* _WORK INSTRUCTION_
Within the records that follow, count the lines containing the string "list". Reply only with the count.

* _DATA FOR THE TASK_

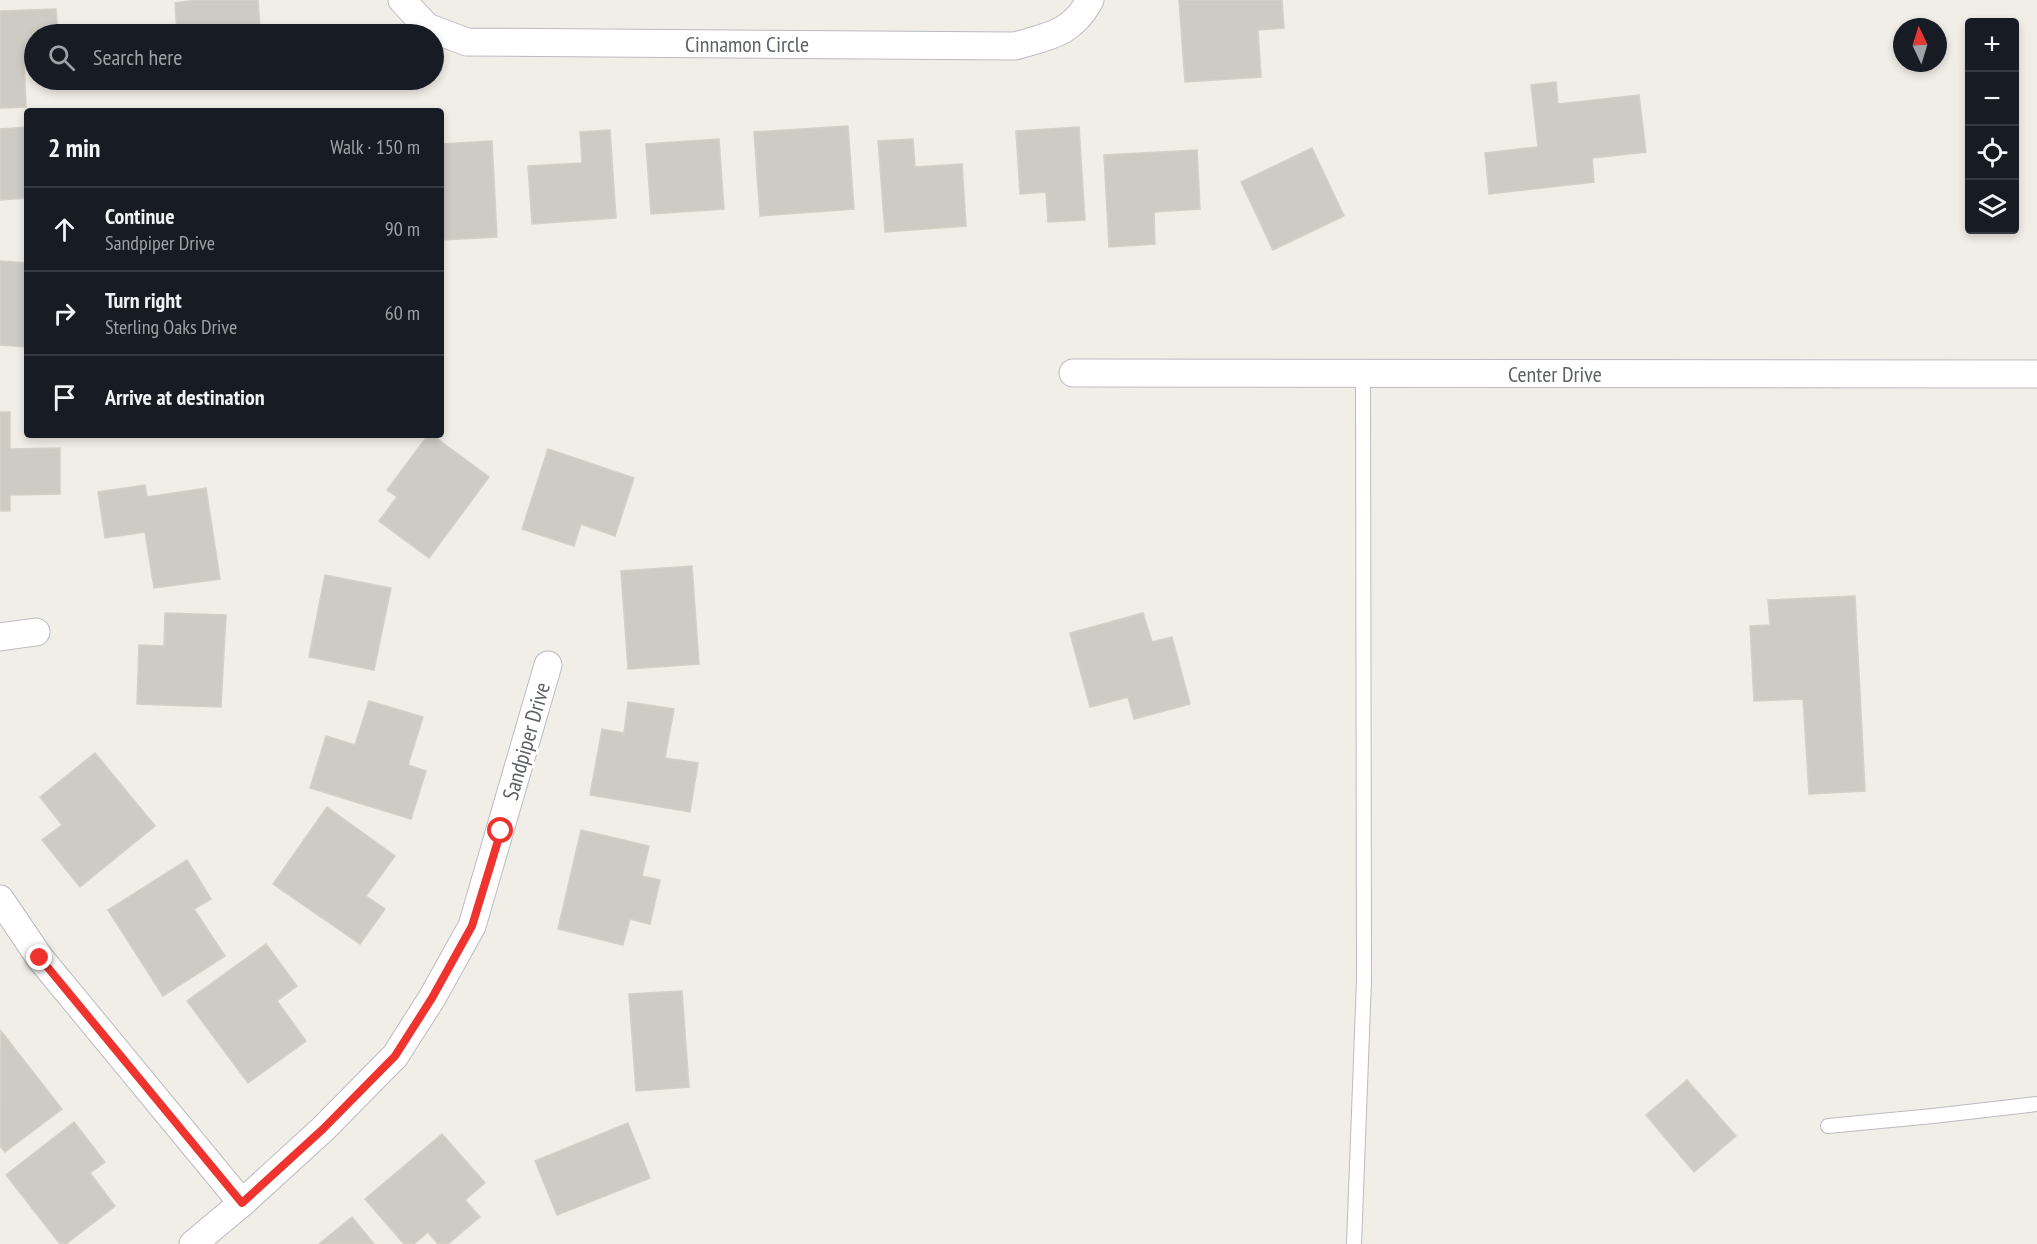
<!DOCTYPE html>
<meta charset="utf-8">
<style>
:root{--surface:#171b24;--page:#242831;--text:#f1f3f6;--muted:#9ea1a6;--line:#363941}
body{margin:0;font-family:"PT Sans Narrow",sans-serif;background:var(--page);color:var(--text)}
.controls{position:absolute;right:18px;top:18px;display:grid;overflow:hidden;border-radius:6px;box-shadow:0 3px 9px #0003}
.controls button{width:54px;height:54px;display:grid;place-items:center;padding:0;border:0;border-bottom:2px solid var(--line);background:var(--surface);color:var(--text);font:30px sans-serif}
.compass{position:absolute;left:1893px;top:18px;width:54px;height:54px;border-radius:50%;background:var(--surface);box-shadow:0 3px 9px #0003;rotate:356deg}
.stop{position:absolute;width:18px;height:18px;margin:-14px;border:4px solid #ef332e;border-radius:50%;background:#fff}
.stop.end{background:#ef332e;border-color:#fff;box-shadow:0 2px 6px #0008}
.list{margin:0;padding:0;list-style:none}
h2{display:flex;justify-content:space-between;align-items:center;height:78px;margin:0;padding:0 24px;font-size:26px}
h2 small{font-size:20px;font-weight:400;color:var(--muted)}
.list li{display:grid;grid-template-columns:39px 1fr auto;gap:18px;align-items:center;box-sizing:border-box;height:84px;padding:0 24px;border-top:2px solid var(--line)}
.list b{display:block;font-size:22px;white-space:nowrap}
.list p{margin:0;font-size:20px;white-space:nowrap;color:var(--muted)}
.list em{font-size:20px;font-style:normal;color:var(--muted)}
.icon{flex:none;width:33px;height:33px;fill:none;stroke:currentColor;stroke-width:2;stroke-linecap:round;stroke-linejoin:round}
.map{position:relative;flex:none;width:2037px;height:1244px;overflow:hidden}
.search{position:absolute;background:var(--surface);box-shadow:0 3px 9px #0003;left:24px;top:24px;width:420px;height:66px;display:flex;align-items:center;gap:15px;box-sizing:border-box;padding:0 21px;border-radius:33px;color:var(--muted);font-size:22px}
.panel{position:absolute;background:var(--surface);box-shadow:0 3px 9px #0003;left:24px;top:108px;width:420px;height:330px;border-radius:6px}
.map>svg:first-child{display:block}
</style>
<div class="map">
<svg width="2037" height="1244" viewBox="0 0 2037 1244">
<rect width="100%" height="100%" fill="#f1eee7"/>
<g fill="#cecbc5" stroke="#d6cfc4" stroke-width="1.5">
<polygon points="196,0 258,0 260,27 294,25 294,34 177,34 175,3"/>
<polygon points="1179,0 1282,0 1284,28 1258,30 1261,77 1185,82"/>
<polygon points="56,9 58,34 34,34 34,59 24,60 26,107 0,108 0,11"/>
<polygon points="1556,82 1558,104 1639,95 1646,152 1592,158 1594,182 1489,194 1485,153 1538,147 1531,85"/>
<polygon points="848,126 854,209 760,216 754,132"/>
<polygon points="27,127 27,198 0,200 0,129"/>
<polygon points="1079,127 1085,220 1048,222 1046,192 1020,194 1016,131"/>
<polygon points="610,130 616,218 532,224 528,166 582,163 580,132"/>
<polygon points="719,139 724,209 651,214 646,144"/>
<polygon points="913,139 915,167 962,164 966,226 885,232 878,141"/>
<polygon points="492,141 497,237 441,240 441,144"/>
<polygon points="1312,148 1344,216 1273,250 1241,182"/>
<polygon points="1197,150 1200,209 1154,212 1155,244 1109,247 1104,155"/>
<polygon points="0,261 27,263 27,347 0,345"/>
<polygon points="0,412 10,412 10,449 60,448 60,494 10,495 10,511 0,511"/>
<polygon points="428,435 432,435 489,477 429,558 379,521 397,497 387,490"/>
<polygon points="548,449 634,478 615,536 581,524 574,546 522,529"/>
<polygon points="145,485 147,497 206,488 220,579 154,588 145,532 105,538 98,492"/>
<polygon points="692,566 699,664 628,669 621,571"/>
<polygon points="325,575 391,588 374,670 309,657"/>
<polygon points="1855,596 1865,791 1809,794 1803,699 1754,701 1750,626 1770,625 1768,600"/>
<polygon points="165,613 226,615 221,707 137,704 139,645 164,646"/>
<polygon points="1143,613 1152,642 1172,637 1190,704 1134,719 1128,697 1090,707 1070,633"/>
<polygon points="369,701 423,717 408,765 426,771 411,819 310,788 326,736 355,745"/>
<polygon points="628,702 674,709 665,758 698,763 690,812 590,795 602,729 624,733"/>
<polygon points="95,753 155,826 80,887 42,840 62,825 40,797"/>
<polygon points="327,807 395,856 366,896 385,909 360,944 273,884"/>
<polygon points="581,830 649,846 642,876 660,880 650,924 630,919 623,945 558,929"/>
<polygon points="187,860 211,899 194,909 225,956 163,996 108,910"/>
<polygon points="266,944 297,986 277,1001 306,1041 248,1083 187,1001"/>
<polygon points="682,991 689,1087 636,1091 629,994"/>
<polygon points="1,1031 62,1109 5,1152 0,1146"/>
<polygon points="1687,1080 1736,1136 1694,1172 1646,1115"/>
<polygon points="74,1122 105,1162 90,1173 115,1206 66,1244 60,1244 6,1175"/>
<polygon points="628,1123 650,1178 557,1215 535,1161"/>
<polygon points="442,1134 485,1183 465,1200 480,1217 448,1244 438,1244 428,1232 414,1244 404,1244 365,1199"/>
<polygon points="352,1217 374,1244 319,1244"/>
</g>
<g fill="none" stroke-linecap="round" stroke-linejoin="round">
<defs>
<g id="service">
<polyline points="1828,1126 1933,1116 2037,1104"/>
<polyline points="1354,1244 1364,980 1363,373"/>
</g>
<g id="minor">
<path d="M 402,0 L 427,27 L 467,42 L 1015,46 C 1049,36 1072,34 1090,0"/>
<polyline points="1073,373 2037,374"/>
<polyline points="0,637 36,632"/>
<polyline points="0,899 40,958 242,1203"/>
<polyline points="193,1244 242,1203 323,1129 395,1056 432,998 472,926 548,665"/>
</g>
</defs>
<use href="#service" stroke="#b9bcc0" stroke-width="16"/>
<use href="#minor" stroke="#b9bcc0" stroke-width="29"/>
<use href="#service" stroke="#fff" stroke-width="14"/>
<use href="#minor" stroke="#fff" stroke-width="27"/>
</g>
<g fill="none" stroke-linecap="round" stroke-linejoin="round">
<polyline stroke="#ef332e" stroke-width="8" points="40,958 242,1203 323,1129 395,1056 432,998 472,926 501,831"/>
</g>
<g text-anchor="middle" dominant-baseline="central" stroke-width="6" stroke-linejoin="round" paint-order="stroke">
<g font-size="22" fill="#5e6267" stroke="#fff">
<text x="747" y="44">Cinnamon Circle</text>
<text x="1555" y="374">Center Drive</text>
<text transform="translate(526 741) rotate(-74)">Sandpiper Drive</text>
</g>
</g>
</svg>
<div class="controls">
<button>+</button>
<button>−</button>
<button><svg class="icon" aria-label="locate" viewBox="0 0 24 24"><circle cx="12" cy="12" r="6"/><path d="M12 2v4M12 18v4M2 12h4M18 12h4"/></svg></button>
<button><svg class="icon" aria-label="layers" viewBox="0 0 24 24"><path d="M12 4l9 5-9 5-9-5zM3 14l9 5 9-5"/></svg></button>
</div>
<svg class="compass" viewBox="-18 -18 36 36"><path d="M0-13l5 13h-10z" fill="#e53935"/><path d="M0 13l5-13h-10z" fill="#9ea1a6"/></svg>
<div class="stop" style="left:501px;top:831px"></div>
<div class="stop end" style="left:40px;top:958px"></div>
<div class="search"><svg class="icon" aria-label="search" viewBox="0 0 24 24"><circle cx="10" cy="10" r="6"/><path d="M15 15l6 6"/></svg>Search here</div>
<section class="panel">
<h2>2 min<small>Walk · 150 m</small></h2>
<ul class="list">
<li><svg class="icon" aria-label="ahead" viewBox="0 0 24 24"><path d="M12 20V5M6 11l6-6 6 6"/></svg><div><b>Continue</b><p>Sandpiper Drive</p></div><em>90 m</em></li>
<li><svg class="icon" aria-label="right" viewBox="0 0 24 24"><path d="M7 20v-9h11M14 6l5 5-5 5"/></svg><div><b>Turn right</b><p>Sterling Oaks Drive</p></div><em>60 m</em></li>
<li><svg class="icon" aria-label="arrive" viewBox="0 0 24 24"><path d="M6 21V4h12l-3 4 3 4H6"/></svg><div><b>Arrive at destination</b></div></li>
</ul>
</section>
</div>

* _RESPONSE FOR THIS EXERCISE_
6